Tutto, qui, sapeva di polvere, lo racconta Nicola Pondrano, ex operaio e poi sindacalista, che da giovane ancora inconsapevole era rimasto stupito dalle scie che le biciclette degli operai lasciavano per strada. Scie bianche. Lui è uno dei protagonisti di questa lotta trentennale, insieme a Bruno Pesce, sindacalista e coordinatore vertenza amianto, l'oncologa Daniela Degiovanni e Romana Blasotti, presidente dell'Afeva, che con i suoi occhi chiari e una volontà di ferro ha reagito alle morti in famiglia, cinque in tutto, il marito Mario, la figlia Maria Rosa, poi una sorella, una cugina e un nipote.
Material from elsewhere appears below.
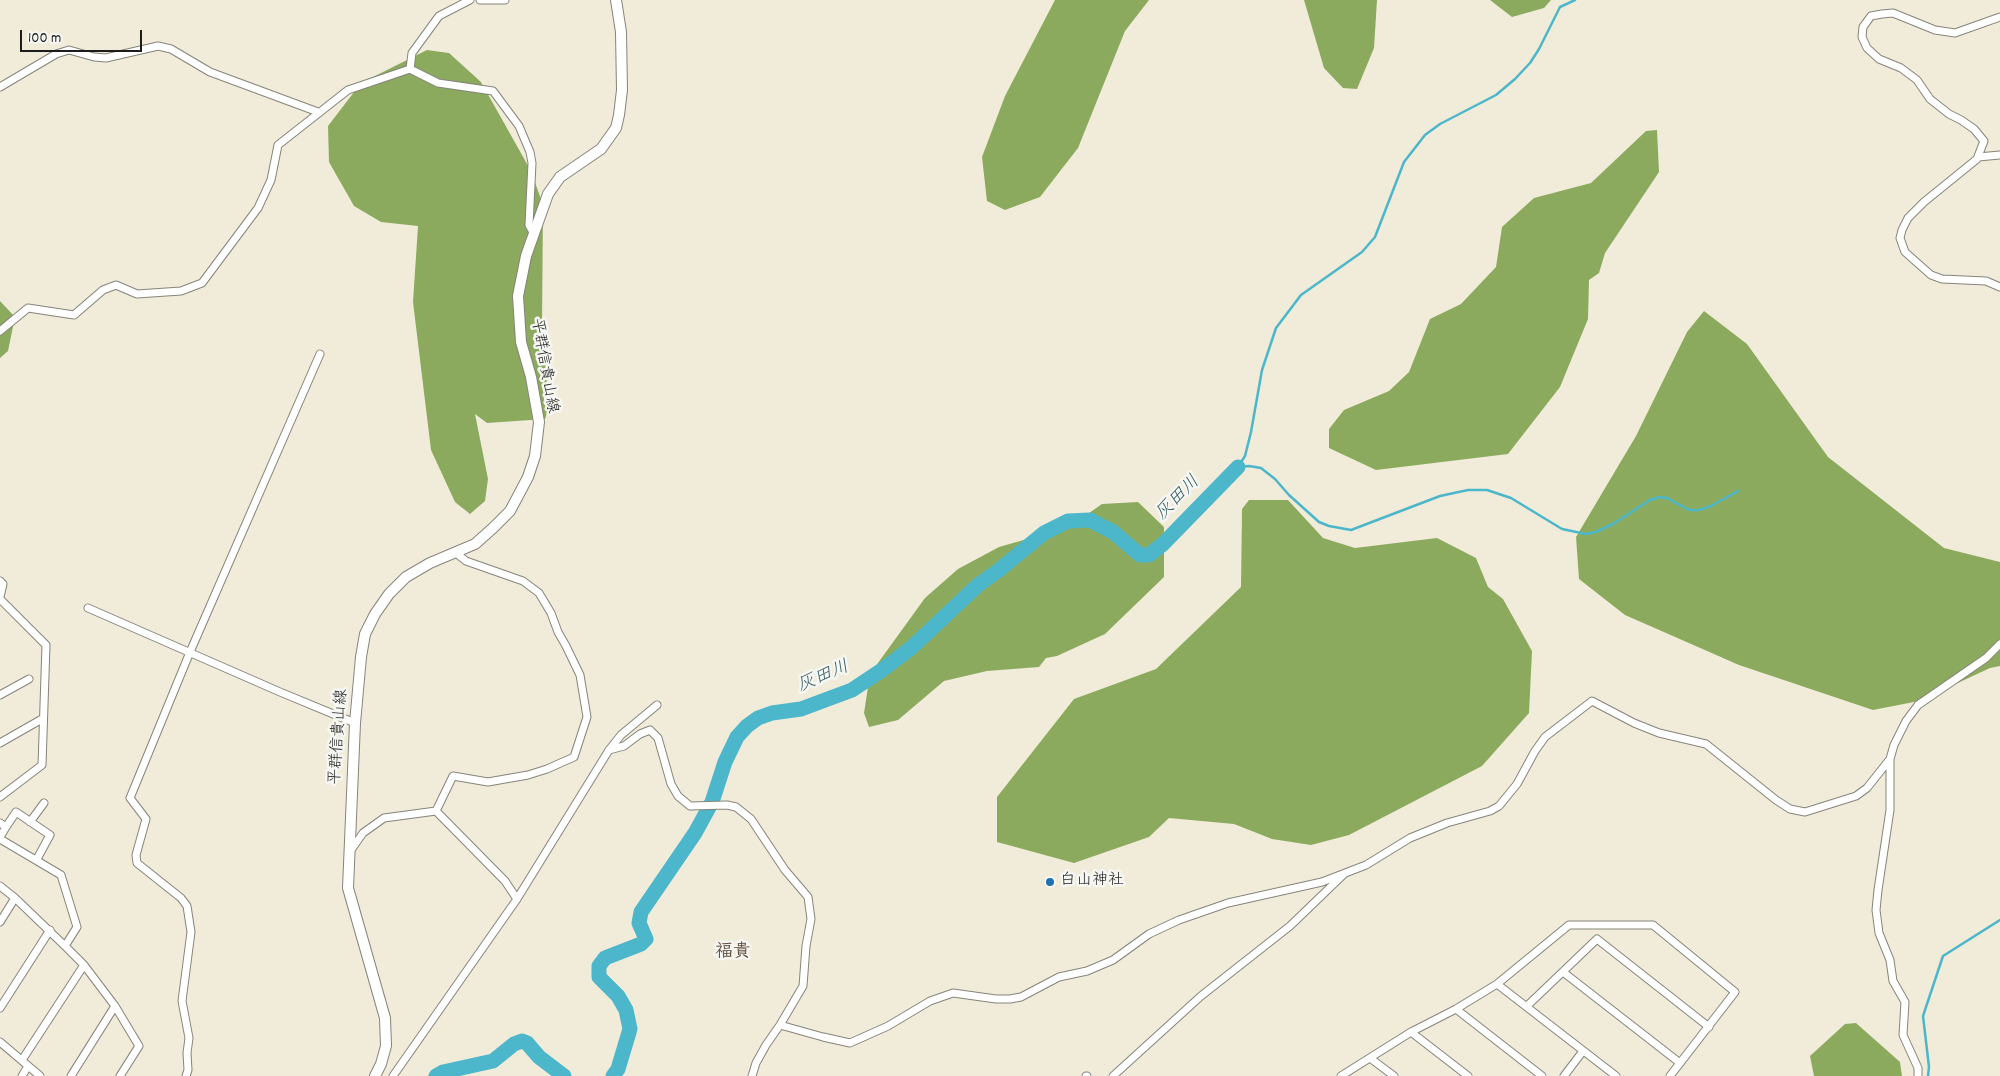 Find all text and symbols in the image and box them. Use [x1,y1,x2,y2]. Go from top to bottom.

«Oggi - ha ammonito Guariniello - stiamo facendo un processo, ma domani ci saranno altri morti. E avviene anche in altre parti del mondo, tutto sotto un'unica regia. Questa tragedia si è consumata senza che mai fino a oggi nessun tribunale abbia chiamato a rispondere i veri responsabili». I parametri per cui sono stati chiesti 20 anni sono «l'enorme gravità del danno, l'eccezionale intensità dell'elemento soggettivo e il dolo diretto. Non siamo - ha sostenuto - al cospetto di titolari di un'officina metalmeccanica, ma dei vertici di un'enorme multinazionale, con un'alta capacità economica. Gli imputati, per anni, hanno negato la pericolosità e la cancerogenicità dell'amianto e sono stati mossi da una volontà precisa di proseguire l'attività a tutti i costi mettendo a repentaglio la salute dei lavoratori e della popolazione». Infine, «Schmidheiny ha mascherato attività di spionaggio e attività lobbistica dietro l'attività filantropica per evitare di rispondere della sua condotta davanti ai giudici».
Familiari, attivisti, ex lavoratori (i pochi rimasti) sono arrivati al Palagiustizia in pullman come a ogni udienza del maxi-processo iniziato l'11 dicembre 2009. I numeri sono significativi: 3000 vittime (2200 morti e 800 malati, dati in aumento) e 6300 parti civili costituite. Il pm ha chiesto, inoltre, che gli imputati siano condannati anche per le vittime da amianto degli impianti di Rubiera e Bagnoli. Un capo di imputazione che la sentenza di primo grado aveva considerato prescritto. «Riteniamo che la loro responsabilità sia ancora attuale anche per quanto riguarda quei due siti». La sentenza è attesa per fine maggio, nella speranza che non sia un remake di quella Thyssen. Poi, probabilmente, ci saranno un Eternit bis e un tris. È una storia lunga cent'anni, che avrà ancora dolore da consumare, ma pretende giustizia.